___ The data ___
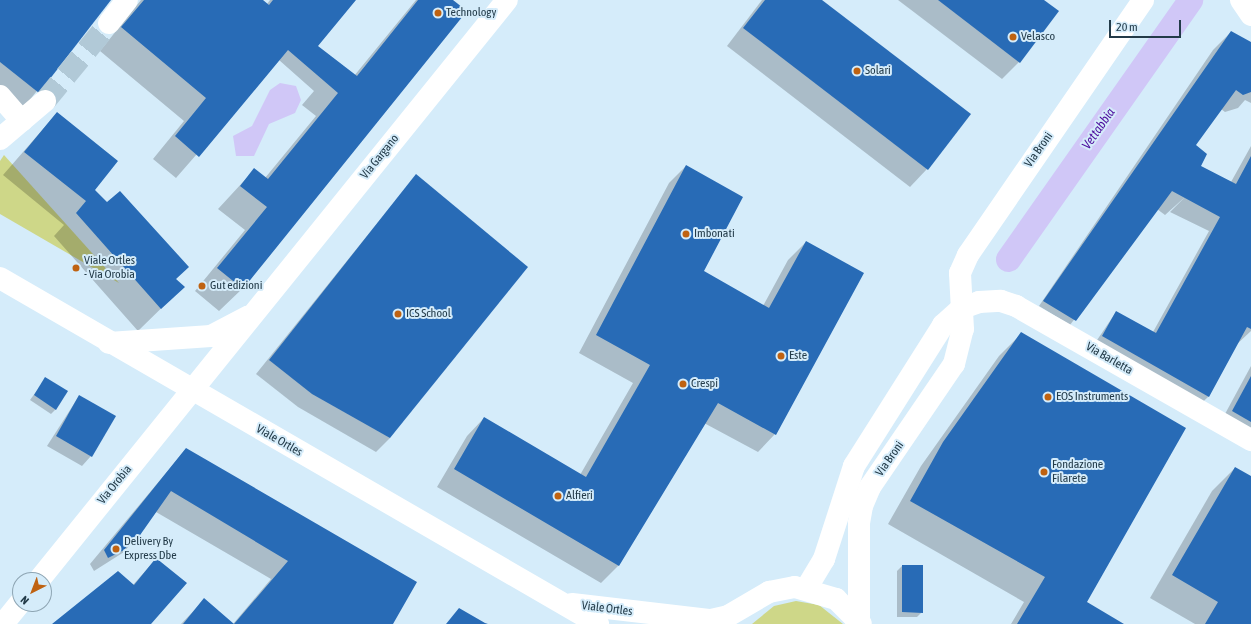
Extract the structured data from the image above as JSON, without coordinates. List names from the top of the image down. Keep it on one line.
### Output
{"streets":{"street":["Via Broni","Via Gargano","Via Barletta","Viale Ortles","Via Orobia"]},"crossings":[["Via Broni","Via Barletta"],["Via Broni","Viale Ortles"],["Via Gargano","Viale Ortles"],["Via Gargano","Via Orobia"],["Viale Ortles","Via Orobia"]],"water":["Vettabbia"],"places":["Technology","Velasco","Solari","Imbonati","Viale Ortles - Via Orobia","Gut edizioni","ICS School","Este","Crespi","EOS Instruments","Fondazione Filarete","Alfieri","Delivery By Express Dbe"],"scale_bar":"20 m","north":"bottom left"}
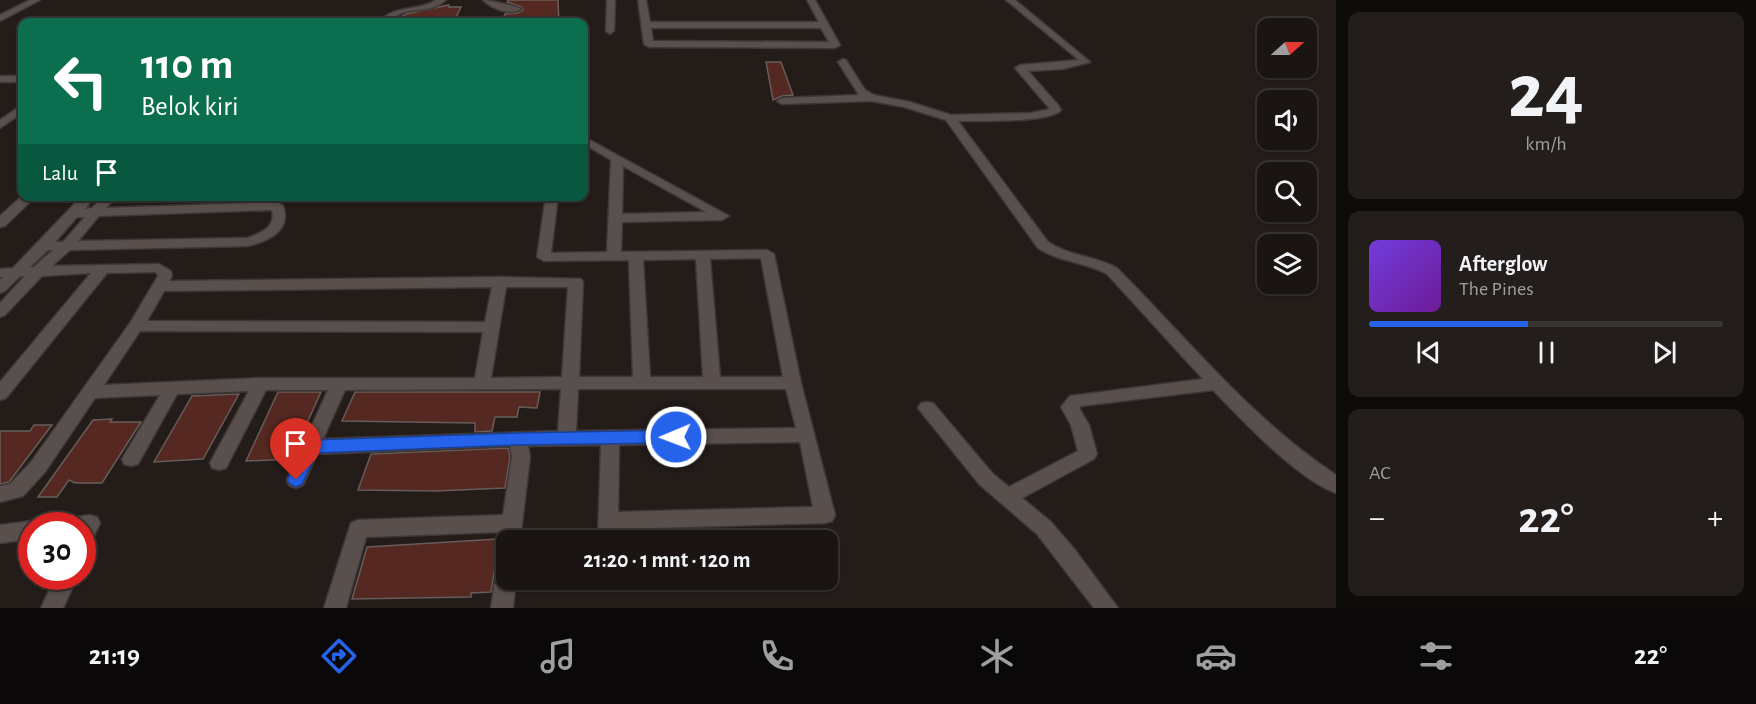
___
» **Assigned task**
Return a verbatim transcription of the data, omitting all images.

» **Reply**
Extract the structured data from the image above as JSON, without coordinates. List names from the top of the image down. Keep it on one line.
### Output
{"streets":{"street":["Via Broni","Via Gargano","Via Barletta","Viale Ortles","Via Orobia"]},"crossings":[["Via Broni","Via Barletta"],["Via Broni","Viale Ortles"],["Via Gargano","Viale Ortles"],["Via Gargano","Via Orobia"],["Viale Ortles","Via Orobia"]],"water":["Vettabbia"],"places":["Technology","Velasco","Solari","Imbonati","Viale Ortles - Via Orobia","Gut edizioni","ICS School","Este","Crespi","EOS Instruments","Fondazione Filarete","Alfieri","Delivery By Express Dbe"],"scale_bar":"20 m","north":"bottom left"}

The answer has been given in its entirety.